• [YOUR OBJECTIVE] Lines below that hold the word "music" must be copied in full.

*** AVAILABLE RECORDS Section Begins ***

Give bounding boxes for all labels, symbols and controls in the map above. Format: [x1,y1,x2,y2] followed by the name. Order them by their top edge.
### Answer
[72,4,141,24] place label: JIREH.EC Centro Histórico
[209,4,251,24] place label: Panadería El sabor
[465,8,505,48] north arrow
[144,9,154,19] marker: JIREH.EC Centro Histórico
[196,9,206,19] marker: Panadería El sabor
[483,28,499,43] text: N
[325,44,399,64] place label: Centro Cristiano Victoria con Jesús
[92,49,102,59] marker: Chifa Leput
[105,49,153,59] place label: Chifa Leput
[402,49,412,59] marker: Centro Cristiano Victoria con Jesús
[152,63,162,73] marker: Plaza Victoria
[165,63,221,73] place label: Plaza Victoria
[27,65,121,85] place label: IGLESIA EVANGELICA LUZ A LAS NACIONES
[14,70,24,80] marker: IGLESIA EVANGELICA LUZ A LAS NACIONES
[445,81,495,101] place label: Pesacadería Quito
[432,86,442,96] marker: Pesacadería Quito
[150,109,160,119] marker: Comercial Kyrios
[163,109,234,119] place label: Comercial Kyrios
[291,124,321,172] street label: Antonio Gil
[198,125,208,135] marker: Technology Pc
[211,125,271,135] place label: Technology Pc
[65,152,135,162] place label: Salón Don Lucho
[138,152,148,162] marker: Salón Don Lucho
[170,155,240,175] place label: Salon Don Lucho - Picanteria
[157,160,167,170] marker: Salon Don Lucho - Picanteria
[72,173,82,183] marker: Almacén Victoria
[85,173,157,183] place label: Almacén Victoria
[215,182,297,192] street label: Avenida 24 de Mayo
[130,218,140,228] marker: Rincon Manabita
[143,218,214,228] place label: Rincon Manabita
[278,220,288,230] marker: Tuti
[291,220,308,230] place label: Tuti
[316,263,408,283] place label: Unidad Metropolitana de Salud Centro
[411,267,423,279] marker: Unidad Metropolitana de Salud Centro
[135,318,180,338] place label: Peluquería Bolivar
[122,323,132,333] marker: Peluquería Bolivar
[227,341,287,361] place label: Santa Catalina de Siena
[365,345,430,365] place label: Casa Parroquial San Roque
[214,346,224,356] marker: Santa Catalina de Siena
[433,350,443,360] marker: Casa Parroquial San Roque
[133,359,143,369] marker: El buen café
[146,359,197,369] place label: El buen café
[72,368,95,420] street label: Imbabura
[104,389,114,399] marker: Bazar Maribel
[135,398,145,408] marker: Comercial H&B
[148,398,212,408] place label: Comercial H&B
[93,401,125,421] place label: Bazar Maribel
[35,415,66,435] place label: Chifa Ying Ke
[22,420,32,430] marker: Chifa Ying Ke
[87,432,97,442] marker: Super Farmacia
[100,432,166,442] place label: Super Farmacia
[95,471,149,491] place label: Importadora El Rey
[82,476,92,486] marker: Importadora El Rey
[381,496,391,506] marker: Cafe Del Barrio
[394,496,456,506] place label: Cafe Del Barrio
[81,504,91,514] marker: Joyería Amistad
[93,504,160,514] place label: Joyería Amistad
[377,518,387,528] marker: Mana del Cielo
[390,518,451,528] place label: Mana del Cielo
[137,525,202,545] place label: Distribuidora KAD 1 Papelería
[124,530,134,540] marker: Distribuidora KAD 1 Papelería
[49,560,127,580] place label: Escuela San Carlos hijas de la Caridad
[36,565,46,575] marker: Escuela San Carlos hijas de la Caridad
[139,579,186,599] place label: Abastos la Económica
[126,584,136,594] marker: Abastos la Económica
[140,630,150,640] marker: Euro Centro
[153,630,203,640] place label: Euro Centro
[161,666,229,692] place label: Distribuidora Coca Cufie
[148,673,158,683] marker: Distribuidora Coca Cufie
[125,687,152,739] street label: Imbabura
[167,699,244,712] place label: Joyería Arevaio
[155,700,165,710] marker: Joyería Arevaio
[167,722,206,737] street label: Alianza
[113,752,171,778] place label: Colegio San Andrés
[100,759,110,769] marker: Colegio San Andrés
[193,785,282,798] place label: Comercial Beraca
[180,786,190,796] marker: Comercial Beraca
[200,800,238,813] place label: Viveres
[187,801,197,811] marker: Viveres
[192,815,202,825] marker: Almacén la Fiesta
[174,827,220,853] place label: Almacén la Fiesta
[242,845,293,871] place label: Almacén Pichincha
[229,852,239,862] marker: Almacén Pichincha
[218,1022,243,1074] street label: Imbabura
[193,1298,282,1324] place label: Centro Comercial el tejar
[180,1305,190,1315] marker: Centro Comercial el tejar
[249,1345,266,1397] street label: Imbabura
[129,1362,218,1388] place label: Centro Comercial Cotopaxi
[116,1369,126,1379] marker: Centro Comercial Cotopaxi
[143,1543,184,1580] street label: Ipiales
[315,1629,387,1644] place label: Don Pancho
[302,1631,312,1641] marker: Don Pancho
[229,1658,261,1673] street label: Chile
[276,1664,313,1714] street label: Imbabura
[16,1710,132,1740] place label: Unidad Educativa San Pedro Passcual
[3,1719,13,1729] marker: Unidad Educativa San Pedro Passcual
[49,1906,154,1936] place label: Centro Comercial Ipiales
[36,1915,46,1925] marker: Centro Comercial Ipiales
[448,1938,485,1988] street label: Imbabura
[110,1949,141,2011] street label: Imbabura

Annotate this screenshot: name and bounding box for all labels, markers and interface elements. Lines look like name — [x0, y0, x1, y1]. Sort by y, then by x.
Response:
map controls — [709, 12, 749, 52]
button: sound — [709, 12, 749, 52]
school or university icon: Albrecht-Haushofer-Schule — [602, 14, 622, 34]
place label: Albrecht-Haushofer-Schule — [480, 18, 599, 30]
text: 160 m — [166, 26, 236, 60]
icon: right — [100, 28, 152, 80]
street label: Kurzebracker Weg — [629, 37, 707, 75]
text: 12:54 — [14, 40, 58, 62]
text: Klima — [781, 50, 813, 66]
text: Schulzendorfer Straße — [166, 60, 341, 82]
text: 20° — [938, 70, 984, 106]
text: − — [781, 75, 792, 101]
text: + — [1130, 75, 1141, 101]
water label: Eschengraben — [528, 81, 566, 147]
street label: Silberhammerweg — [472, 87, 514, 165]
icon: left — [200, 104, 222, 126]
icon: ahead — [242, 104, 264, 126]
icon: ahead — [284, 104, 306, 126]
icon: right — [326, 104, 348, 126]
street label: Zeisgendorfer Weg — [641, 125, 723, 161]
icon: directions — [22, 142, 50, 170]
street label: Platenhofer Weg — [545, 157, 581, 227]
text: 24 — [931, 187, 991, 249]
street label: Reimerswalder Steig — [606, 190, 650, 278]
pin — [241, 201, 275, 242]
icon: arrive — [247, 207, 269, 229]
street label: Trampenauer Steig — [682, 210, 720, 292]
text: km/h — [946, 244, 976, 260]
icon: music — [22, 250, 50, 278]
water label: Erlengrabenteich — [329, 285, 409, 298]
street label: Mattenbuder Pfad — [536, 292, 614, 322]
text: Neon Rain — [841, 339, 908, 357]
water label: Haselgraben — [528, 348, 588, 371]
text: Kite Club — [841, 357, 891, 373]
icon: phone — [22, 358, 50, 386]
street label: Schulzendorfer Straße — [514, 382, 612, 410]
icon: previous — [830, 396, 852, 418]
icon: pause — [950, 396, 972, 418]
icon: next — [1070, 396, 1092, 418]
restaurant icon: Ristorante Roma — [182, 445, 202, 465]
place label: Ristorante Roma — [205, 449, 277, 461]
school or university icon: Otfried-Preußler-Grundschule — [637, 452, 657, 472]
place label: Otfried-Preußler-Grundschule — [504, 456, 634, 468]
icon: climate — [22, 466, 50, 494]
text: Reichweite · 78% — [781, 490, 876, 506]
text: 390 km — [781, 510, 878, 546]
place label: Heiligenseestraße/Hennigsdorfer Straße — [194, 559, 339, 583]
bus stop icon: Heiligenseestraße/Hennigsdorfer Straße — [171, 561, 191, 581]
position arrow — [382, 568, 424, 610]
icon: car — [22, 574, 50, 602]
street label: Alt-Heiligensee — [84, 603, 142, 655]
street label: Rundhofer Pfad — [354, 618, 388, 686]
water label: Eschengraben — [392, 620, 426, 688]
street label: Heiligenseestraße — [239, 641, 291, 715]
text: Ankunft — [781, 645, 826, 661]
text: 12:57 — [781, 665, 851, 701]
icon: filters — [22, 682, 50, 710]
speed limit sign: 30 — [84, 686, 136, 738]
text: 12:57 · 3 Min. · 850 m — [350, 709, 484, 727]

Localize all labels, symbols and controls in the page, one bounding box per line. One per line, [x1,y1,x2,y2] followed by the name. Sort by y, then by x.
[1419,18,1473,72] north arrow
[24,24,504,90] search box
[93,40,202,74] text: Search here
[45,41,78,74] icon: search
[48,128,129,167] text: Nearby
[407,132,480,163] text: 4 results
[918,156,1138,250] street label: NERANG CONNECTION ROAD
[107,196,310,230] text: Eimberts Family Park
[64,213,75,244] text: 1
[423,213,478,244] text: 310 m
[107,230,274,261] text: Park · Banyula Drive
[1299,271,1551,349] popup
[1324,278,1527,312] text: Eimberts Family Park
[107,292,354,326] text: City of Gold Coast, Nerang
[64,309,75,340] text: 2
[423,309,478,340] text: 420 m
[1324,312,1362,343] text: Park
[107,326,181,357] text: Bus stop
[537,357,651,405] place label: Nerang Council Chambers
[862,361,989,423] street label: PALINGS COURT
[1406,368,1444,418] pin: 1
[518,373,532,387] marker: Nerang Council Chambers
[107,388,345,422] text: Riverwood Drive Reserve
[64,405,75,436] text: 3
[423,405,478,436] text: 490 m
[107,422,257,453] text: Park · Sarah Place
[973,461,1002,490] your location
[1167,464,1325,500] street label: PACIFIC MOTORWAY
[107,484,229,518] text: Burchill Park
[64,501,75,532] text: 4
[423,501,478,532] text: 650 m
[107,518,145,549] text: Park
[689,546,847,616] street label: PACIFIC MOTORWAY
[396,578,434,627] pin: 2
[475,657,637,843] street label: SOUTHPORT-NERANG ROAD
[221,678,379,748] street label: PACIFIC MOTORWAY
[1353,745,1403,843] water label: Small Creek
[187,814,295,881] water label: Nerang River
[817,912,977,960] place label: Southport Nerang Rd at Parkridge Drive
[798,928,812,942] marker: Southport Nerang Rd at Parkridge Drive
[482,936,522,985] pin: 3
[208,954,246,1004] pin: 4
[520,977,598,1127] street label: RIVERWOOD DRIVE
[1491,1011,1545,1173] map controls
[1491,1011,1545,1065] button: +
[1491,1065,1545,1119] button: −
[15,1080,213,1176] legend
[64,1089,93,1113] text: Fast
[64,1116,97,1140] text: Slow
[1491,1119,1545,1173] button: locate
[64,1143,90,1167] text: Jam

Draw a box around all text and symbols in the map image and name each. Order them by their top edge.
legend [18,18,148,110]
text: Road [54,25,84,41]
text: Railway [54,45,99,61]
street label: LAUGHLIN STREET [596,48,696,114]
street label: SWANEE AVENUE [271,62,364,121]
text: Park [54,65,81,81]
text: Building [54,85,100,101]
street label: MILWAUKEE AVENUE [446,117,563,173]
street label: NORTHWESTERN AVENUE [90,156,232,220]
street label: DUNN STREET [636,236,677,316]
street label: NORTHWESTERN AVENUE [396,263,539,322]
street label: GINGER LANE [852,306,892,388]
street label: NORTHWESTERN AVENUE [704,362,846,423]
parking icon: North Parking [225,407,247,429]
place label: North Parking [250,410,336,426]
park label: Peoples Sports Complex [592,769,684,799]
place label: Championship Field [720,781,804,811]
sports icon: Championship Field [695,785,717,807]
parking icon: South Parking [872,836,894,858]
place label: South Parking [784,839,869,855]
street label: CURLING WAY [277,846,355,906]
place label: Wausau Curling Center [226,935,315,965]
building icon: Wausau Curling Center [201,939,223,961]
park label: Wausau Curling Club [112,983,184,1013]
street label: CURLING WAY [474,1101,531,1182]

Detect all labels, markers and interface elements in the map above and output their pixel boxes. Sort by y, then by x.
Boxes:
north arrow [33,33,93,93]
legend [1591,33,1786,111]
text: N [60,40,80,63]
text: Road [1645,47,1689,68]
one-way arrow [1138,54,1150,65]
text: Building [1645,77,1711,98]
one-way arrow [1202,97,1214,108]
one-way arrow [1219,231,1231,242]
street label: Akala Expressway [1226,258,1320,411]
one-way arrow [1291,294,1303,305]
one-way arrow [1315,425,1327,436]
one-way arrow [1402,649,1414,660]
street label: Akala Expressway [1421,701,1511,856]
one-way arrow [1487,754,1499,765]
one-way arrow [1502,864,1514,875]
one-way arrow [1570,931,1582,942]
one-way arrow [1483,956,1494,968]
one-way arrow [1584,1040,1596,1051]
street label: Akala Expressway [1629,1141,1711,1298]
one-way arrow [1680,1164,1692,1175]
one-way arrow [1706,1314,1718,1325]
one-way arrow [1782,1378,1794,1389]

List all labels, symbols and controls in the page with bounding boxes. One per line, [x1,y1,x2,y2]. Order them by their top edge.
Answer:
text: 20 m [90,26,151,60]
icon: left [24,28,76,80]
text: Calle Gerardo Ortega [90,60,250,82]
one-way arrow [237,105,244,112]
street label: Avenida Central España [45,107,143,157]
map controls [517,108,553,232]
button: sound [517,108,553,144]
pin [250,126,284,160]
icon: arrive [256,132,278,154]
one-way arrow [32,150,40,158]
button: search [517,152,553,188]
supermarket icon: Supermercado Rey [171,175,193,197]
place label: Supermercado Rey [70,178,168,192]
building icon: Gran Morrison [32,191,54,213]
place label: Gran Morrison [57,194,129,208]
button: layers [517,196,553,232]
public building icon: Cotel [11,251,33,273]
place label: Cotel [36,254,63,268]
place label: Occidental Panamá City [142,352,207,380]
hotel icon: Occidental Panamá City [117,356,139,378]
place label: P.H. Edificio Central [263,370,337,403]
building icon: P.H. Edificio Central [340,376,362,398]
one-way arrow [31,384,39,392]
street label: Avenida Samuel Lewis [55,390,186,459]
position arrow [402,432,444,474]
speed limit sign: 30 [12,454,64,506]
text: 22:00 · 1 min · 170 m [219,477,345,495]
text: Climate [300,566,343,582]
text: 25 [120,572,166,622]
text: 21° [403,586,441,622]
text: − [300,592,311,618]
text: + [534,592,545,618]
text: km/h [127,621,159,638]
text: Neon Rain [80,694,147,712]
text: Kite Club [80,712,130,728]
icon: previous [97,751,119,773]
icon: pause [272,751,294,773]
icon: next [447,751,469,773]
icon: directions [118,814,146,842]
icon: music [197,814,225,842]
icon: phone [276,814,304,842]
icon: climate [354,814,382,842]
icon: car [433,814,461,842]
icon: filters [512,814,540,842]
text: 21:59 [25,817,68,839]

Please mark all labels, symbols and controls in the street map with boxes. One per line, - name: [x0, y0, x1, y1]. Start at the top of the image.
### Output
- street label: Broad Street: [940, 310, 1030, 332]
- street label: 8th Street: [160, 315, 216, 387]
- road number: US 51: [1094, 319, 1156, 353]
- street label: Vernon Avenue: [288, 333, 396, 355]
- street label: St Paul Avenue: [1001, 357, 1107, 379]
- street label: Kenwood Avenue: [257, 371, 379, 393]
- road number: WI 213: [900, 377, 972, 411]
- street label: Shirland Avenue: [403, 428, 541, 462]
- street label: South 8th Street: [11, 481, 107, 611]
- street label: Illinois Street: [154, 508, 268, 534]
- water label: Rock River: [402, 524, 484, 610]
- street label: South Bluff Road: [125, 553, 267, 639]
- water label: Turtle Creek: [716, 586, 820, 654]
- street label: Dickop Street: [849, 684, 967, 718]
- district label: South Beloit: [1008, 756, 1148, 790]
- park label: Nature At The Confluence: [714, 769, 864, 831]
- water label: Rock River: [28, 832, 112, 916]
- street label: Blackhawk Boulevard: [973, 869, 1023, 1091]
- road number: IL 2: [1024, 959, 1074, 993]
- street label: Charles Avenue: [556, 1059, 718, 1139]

*** AVAILABLE RECORDS Section Ends ***

• [REPLY TO THE EXERCISE]
icon: music — [22, 250, 50, 278]
icon: music [197,814,225,842]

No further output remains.